There wasn’t much holiday cheer going around the mean city, but there never was. Just another holiday, just another workday. Lindsay reached down to cup the fat bastard’s balls before he came. She knew he was going to, by the way his jelly bowl belly shook and shuddered against her forehead. He moaned like a girl when he orgasmed, and had the furry man boobs to complement, but he was her best customer and she always made sure to take his calls, if only because he had big money and wasn’t shy about spending it. He always called around the holidays, especially Christmas, since he had no family and was one lonely son of a bitch without her company. Without her good acting. He imagined they had a rapport, if not an actual friendship, and she thought that was the saddest thing about him. She couldn’t care less if he lived or died, only if he had the cash to pay for her services. She was worth it. She still reminded herself of it every time. She stood up, shaking out her flowing red mane, adjusting her voluptuous alabaster bosom, and leaving him basking in his sloppy afterglow. The big glob of white at the tip of the condom reminded her of the skiing trip to Big Bear she was taking during new year’s week. She was looking forward to it tremendously, even if it was an AA sponsored jaunt. They were the biggest sticks-in-the-mud she knew, but also the only friend circle she had that wouldn’t goad her into huffing lines within the first hour. She had three months clean. She planned to keep it that way.

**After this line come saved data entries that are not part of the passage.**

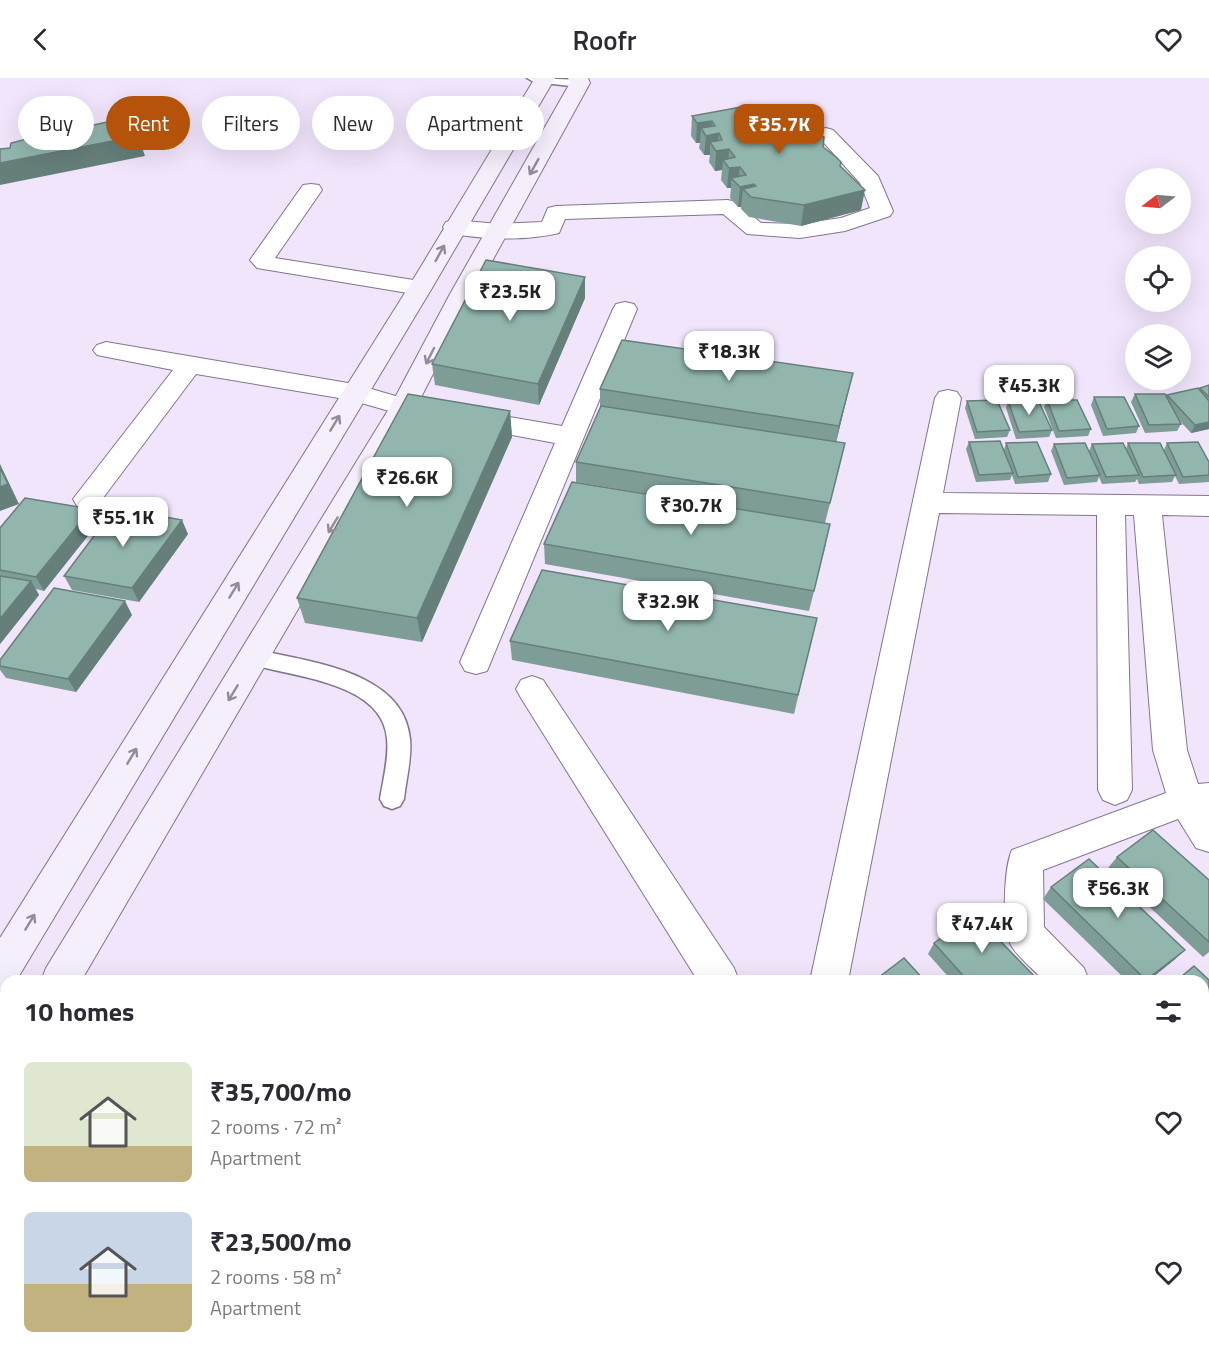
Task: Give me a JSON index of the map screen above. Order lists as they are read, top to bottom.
{
  "north": "left",
  "page": {
    "header": "Roofr",
    "chip": [
      "Buy",
      "Rent",
      "Filters",
      "New",
      "Apartment"
    ],
    "price": [
      "₹35.7K",
      "₹23.5K",
      "₹18.3K",
      "₹45.3K",
      "₹26.6K",
      "₹30.7K",
      "₹55.1K",
      "₹32.9K",
      "₹56.3K",
      "₹47.4K"
    ],
    "heading": "10 homes",
    "list": [
      {
        "name": "₹35,700/mo",
        "note": "2 rooms · 72 m² · Apartment"
      },
      {
        "name": "₹23,500/mo",
        "note": "2 rooms · 58 m² · Apartment"
      }
    ]
  }
}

Take a look in the five and ten, glistening once again
With candy canes and silver lanes aglow…
Sharon and Leslie emerged from the high rise office building and strode to the corner, coffees in their hands and heads in the clouds. Their own universe, and the small dramas usually playing out within, always seemed to keep them from fully engaging the world around them, and this day was no different. The last day of work before Christmas, bonuses in their purses, they were set to look through everything they saw until Christmas Eve, when they were both counting on their present beaus to pop the Question. And woe be the girl who didn’t get asked for her hand, because the winner of the contest would surely rub victory carats in her face daily. To the victor went the spoils. It was just how they were raised by pampered, kept mothers and how they lived their lives in mirror reflection. Go, go, go. Win, win, win. Look good while you do it, or it’s all for naught. And if you don’t have the tools to rise above the pack, marry the toolbox. Just get there, one way or another. The end justified the means. Sharon chattered ceaselessly, only noticing the walk signal when Leslie stepped off the curb in the middle of her sentence. It irked her that her friend was paying as much attention to the stupid crosswalk as she was to Sharon’s galvanising conversation.

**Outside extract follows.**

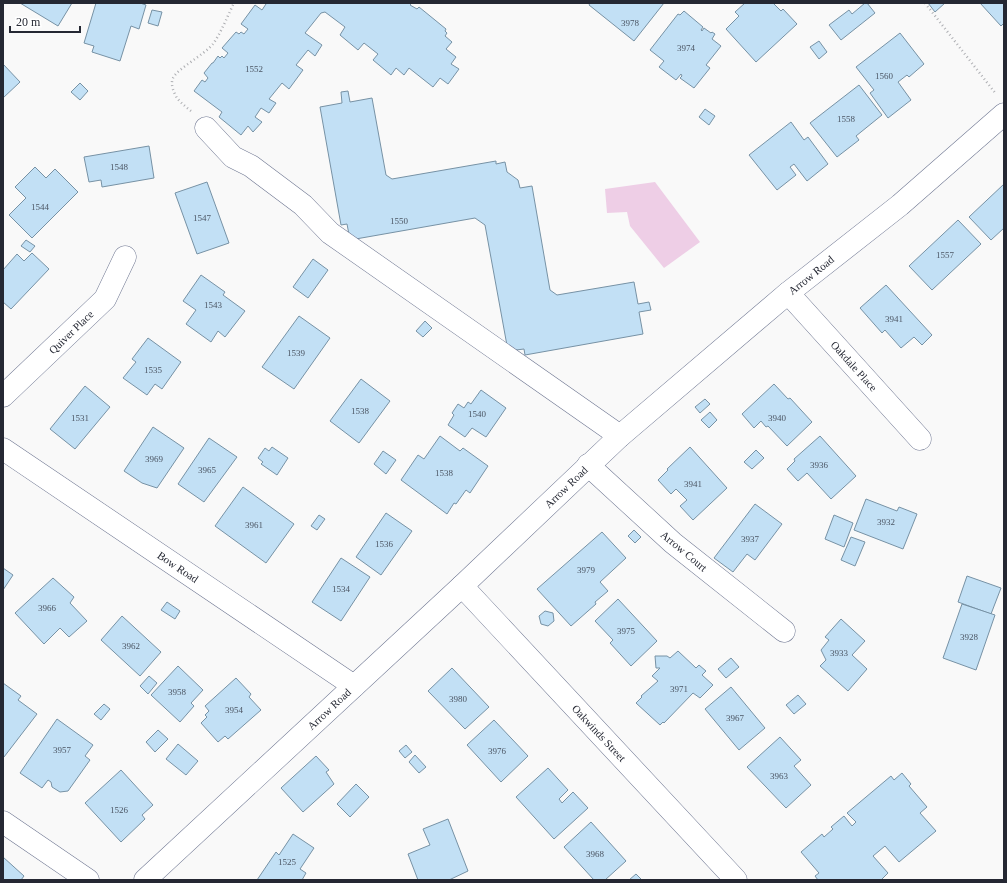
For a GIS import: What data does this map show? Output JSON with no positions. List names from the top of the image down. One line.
{"streets":{"street":["Arrow Road","Quiver Place","Oakdale Place","Arrow Court","Bow Road","Oakwinds Street"]},"crossings":[["Arrow Road","Oakdale Place"],["Arrow Road","Arrow Court"],["Arrow Road","Bow Road"],["Arrow Road","Oakwinds Street"]],"house_numbers":["3978","3974","1552","1560","1558","1548","1544","1547","1550","1557","1543","3941","1539","1535","1538","1540","1531","3940","3969","3936","3965","1538","3941","3932","3961","3937","1536","3979","1534","3966","3975","3928","3962","3933","3971","3958","3980","3954","3967","3957","3976","3963","1526","3968","1525"],"scale_bar":"20 m"}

It’s beginning to look a lot like Christmas
Toys in ev’ry store…
He stepped off the curb with a broken, jagged mop handle clenched in his white-knuckled, stained-black fist. He saw the girls coming his way, but he always saw them coming. Everywhere he turned, their ugly leering faces, their screeching nonsensical jibberish, their sheer obliviousness to the predator that swiped past them, ever so close. Close enough to see, hear, smell, touch. Close enough to grab, squeeze, cut, smash, eat. The two heading straight for him were as ignorant as the rest. They all were. Sleepwalking through their days with no awareness at all of the menace that was sometimes only inches away. He imagined driving his mop handle through the talking one’s mouth, shattering her teeth, impaling her flimsy skull, shaking her like a rag doll on the end of his killing staff. He imagined reaching into the agape mouth of the other one, slack-jawed, glassy-eyed idiot that she was, and ripping out her tongue with his bare hands, then spearing her skull and slinging them both over his shoulder like harpooned bass. In a few quick seconds, he’d have two cups of coffee and two designer handbags full of cash, credit, and cigarettes. Life would be good. If they only knew. But they didn’t. And they wouldn’t, until the day he acted on the impulses that had been swirling in his head for so long. They all passed each other in the crosswalk, neither woman noticing him, neither seeing the look in his eye or how tightly he gripped his mop handle. He listened to their pointless chattering fade into the distance behind him, but soon the other voices replaced theirs. A legion of voices. The ones that spoke directly to him.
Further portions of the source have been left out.